Department of Biochemistry and Biophysics, University of California at San Francisco, San Francisco, CA 94143, USA.
Am J Hum Genet. 2013 May 2;92(5):667-80. doi: 10.1016/j.ajhg.2013.03.022.
Genetic mapping of complex diseases to date depends on variations inside or close to the genes that perturb their activities. A strong body of evidence suggests that changes in gene expression play a key role in complex diseases and that numerous loci perturb gene expression in trans. The information in trans variants, however, has largely been ignored in the current analysis paradigm. Here we present a statistical framework for genetic mapping by utilizing collective information in both cis and trans variants. We reason that for a disease-associated gene, any genetic variation that perturbs its expression is also likely to influence the disease risk. Thus, the expression quantitative trait loci (eQTL) of the gene, which constitute a unique "genetic signature," should overlap significantly with the set of loci associated with the disease. We translate this idea into a computational algorithm (named Sherlock) to search for gene-disease associations from GWASs, taking advantage of independent eQTL data. Application of this strategy to Crohn disease and type 2 diabetes predicts a number of genes with possible disease roles, including several predictions supported by solid experimental evidence. Importantly, predicted genes are often implicated by multiple trans eQTL with moderate associations. These genes are far from any GWAS association signals and thus cannot be identified from the GWAS alone. Our approach allows analysis of association data from a new perspective and is applicable to any complex phenotype. It is readily generalizable to molecular traits other than gene expression, such as metabolites, noncoding RNAs, and epigenetic modifications.

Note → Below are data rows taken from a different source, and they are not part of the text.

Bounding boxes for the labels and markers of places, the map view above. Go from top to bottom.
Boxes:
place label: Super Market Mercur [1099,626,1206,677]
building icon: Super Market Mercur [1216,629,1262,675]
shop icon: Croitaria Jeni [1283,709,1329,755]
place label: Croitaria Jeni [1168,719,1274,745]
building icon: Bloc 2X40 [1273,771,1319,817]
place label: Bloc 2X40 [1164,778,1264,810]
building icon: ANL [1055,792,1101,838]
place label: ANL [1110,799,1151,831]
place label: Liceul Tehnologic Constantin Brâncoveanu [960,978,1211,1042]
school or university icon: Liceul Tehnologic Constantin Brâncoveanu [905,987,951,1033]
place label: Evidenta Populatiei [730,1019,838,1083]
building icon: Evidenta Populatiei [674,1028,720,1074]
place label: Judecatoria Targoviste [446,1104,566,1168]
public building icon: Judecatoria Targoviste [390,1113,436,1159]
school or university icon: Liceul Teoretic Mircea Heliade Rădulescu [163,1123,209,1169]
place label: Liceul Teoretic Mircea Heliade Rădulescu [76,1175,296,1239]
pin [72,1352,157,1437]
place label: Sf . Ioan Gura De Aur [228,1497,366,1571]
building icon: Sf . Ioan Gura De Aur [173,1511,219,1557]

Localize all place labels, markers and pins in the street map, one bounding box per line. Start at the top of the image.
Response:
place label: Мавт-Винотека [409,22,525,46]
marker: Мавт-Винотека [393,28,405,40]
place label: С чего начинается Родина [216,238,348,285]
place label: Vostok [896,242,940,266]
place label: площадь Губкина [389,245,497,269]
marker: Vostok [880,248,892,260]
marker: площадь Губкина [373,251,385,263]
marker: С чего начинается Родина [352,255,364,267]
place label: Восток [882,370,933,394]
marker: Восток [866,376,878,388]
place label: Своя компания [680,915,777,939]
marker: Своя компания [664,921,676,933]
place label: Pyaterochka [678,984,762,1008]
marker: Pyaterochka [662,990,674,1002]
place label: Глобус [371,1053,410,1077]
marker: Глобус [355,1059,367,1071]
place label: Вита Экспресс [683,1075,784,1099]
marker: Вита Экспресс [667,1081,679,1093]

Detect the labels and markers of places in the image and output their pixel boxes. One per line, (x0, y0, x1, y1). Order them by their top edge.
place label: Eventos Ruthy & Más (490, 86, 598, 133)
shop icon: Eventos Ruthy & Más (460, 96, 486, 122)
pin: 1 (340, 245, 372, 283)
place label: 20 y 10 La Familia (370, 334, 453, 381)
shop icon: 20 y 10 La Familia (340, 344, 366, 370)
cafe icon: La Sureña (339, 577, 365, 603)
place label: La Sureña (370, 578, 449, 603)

迄今为止,复杂疾病的遗传定位依赖于基因内部或附近的变异,这些变异会干扰基因的活性。大量证据表明,基因表达的变化在复杂疾病中起着关键作用,并且许多基因座在转录中干扰基因表达。然而,在当前的分析范式中,转座变异中的信息在很大程度上被忽视了。在这里,我们提出了一种利用顺式和转座变异的集体信息进行遗传定位的统计框架。我们认为,对于一个与疾病相关的基因,任何干扰其表达的遗传变异也可能影响疾病风险。因此,该基因的表达数量性状基因座(eQTL),构成了一个独特的“遗传特征”,应该与与疾病相关的基因座集显著重叠。我们将这个想法转化为一种计算算法(名为 Sherlock),从 GWAS 中搜索基因-疾病关联,利用独立的 eQTL 数据。将这一策略应用于克罗恩病和 2 型糖尿病,预测了一些可能具有疾病作用的基因,其中包括一些有确凿实验证据支持的预测。重要的是,预测的基因通常与多个具有中等关联的转座 eQTL 有关。这些基因远离任何 GWAS 关联信号,因此无法仅从 GWAS 中识别。我们的方法允许从新的角度分析关联数据,并且适用于任何复杂的表型。它可以很容易地推广到除基因表达以外的分子特征,如代谢物、非编码 RNA 和表观遗传修饰。